Collected data entries:
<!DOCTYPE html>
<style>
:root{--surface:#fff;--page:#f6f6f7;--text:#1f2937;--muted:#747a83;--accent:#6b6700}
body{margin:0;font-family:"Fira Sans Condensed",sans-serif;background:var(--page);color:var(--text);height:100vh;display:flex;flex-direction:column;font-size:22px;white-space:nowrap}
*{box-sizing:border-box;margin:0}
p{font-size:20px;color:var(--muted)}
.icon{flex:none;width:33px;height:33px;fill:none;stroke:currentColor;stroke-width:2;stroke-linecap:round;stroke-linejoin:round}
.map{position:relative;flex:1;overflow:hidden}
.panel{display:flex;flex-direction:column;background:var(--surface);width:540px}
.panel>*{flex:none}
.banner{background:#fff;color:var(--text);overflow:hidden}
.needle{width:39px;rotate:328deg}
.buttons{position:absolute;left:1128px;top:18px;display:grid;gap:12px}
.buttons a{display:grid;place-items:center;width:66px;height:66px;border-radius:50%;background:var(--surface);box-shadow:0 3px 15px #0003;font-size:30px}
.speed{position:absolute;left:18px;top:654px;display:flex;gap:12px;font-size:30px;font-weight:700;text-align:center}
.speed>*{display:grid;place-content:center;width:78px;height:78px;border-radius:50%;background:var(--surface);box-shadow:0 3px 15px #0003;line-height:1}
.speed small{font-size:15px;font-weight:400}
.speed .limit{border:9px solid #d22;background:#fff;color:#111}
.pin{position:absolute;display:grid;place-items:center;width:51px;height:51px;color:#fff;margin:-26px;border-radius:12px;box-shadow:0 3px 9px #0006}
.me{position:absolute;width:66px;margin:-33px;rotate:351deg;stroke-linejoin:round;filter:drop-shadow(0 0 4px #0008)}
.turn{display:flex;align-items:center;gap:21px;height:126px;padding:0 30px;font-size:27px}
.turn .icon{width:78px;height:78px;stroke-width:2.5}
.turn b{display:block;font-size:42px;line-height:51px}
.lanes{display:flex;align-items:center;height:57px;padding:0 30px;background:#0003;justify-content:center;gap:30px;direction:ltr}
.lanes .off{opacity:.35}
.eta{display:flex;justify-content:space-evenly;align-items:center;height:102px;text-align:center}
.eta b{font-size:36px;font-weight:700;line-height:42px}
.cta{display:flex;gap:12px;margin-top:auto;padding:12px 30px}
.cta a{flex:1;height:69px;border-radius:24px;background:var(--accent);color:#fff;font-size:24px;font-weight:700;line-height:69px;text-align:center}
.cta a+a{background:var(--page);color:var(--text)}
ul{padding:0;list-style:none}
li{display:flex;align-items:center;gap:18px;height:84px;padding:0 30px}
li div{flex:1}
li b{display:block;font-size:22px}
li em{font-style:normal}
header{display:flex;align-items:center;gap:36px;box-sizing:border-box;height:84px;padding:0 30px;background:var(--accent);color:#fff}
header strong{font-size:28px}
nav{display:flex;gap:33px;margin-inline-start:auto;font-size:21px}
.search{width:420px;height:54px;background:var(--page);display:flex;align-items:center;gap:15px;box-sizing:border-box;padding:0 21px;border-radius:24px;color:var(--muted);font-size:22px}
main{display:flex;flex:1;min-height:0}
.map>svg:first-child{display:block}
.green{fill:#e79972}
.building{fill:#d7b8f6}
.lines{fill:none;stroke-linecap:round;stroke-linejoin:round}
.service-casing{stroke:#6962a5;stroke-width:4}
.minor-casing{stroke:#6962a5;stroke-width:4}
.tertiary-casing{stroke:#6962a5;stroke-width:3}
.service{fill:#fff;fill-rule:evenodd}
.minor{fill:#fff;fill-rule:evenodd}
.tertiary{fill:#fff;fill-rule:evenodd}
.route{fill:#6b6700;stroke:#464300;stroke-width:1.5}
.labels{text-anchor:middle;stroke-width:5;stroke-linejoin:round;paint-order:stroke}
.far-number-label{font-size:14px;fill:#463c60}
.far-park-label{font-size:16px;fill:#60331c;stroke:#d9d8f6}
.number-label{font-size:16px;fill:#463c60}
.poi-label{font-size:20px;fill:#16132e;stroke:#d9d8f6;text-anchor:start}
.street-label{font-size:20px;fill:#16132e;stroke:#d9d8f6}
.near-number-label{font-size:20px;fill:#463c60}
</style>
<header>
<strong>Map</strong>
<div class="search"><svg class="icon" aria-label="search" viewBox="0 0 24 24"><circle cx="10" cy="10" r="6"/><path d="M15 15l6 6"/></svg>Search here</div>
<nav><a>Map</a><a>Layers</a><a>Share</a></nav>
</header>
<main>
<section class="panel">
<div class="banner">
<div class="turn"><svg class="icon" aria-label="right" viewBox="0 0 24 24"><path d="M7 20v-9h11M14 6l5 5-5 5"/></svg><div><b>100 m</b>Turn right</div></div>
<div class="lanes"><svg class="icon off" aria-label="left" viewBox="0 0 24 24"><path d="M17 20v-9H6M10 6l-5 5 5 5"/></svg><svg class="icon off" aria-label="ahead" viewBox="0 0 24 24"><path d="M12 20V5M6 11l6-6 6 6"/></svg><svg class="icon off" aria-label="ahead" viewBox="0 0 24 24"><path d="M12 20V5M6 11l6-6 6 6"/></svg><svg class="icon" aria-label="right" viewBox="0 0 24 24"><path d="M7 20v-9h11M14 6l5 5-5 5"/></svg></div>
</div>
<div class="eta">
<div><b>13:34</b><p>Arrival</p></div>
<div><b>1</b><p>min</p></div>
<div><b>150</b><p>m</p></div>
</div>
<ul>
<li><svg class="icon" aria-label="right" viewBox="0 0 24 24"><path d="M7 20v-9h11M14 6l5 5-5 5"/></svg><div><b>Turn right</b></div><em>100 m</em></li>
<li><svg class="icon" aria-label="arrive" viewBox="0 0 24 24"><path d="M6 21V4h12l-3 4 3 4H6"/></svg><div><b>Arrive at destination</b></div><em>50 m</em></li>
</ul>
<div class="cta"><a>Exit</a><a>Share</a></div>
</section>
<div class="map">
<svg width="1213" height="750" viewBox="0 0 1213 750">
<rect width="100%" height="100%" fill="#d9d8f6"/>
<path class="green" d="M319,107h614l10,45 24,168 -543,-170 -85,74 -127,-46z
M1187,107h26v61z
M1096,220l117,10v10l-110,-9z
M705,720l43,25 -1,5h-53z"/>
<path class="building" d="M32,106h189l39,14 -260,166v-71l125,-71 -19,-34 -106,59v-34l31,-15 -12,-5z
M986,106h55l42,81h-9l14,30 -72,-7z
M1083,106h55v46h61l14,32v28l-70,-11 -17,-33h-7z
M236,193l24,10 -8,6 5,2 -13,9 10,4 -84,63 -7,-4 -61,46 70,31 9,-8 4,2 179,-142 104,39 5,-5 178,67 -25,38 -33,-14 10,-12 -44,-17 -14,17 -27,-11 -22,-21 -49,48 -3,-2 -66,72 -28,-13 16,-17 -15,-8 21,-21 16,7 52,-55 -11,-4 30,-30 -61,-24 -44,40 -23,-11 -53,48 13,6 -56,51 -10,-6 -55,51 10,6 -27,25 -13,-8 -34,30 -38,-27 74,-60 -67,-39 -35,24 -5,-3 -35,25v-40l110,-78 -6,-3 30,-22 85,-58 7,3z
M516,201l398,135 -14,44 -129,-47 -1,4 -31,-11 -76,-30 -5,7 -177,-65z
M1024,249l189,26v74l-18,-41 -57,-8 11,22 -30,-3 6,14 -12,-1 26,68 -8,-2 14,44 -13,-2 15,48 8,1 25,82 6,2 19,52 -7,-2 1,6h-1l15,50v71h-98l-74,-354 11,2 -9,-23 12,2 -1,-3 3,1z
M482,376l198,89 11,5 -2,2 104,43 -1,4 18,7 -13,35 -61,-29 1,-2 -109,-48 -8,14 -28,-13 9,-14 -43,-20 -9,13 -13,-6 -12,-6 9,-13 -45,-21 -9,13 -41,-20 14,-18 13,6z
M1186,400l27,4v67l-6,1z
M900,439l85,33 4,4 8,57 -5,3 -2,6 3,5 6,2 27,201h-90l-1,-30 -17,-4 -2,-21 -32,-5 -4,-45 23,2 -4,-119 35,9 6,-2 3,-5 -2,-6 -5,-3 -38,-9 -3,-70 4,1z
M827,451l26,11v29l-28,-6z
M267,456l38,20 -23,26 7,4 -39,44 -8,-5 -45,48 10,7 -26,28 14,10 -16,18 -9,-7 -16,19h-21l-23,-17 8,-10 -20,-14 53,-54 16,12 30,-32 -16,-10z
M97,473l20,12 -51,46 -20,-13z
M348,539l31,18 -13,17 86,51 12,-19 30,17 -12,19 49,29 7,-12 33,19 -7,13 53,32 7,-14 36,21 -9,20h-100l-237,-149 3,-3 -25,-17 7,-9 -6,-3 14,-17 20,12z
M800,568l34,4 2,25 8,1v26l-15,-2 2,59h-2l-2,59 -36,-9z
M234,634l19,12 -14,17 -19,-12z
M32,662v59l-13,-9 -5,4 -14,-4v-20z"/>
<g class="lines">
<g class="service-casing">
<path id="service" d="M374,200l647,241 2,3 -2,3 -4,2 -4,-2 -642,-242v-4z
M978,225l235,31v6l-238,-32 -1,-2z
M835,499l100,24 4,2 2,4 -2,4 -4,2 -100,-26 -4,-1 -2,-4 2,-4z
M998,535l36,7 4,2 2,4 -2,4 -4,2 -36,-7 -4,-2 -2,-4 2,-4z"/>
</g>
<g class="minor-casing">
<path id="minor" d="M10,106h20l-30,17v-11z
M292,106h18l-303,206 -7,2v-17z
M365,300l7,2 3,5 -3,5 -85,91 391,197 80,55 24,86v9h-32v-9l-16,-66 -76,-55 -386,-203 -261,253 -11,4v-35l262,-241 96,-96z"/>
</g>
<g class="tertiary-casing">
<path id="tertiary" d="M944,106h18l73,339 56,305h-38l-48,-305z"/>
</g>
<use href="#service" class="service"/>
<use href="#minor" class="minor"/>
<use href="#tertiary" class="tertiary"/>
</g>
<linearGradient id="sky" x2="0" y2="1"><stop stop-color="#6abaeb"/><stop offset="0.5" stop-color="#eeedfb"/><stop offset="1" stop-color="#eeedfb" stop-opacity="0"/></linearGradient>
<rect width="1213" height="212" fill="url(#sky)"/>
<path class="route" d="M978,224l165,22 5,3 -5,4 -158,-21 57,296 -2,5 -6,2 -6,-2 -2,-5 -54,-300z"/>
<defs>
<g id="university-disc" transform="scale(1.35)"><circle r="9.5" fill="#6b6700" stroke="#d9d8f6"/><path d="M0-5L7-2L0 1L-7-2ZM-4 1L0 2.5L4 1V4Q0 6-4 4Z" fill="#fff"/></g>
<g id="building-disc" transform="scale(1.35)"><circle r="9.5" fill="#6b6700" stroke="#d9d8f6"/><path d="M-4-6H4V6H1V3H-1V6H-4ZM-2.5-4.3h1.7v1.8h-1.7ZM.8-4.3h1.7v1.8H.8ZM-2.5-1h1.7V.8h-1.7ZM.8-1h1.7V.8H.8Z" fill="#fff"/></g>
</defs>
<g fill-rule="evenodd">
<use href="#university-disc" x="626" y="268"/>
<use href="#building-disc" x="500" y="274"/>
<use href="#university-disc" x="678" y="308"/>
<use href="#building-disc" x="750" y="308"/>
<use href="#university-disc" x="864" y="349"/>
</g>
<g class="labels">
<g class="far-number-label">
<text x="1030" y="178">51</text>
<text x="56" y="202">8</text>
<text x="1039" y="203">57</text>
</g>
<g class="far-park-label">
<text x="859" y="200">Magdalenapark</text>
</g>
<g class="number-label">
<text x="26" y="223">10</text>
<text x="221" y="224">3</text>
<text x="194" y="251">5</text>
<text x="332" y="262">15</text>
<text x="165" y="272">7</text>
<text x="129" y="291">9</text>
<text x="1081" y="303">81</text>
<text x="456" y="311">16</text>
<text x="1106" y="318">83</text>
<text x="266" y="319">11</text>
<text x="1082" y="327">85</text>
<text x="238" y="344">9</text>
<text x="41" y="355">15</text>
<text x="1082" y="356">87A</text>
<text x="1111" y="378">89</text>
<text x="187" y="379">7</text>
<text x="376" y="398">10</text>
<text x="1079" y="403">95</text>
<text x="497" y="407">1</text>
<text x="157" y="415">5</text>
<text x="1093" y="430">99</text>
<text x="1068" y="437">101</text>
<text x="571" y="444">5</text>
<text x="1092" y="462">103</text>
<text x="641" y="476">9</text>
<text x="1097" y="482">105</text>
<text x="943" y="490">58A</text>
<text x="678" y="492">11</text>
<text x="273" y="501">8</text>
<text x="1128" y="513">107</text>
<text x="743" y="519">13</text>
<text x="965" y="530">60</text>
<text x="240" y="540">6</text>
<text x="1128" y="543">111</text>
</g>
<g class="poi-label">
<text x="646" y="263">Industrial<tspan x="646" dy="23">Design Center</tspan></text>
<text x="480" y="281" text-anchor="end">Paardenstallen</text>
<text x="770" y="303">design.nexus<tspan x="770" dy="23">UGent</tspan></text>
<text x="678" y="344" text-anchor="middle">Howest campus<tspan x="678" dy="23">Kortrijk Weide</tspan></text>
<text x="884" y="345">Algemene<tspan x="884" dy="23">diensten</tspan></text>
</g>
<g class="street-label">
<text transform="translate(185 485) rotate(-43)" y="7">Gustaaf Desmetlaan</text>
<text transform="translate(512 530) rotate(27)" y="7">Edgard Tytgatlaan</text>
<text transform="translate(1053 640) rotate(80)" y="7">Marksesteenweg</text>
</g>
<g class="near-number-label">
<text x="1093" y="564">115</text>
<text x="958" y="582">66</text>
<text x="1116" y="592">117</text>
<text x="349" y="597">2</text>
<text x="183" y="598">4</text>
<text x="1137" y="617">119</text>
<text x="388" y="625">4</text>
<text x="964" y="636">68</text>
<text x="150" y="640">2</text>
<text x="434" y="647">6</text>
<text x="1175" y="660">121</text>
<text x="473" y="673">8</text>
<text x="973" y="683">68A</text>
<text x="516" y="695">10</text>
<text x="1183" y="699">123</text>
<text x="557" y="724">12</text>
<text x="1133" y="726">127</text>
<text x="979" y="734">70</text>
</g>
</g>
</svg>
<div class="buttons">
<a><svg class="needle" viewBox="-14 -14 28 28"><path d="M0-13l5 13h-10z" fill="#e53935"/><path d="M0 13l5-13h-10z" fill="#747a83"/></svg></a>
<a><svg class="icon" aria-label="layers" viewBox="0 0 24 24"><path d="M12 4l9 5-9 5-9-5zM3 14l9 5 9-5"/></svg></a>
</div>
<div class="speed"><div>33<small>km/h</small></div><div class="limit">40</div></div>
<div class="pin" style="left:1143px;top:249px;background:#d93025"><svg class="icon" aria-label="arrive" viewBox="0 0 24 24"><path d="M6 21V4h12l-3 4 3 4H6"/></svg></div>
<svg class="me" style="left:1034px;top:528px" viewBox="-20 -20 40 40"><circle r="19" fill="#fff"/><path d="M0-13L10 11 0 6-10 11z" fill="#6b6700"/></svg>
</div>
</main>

__Task to carry out__:
Each line of the data that holds "labels" should be reported.

__Exercise answer__:
.labels{text-anchor:middle;stroke-width:5;stroke-linejoin:round;paint-order:stroke}
<g class="labels">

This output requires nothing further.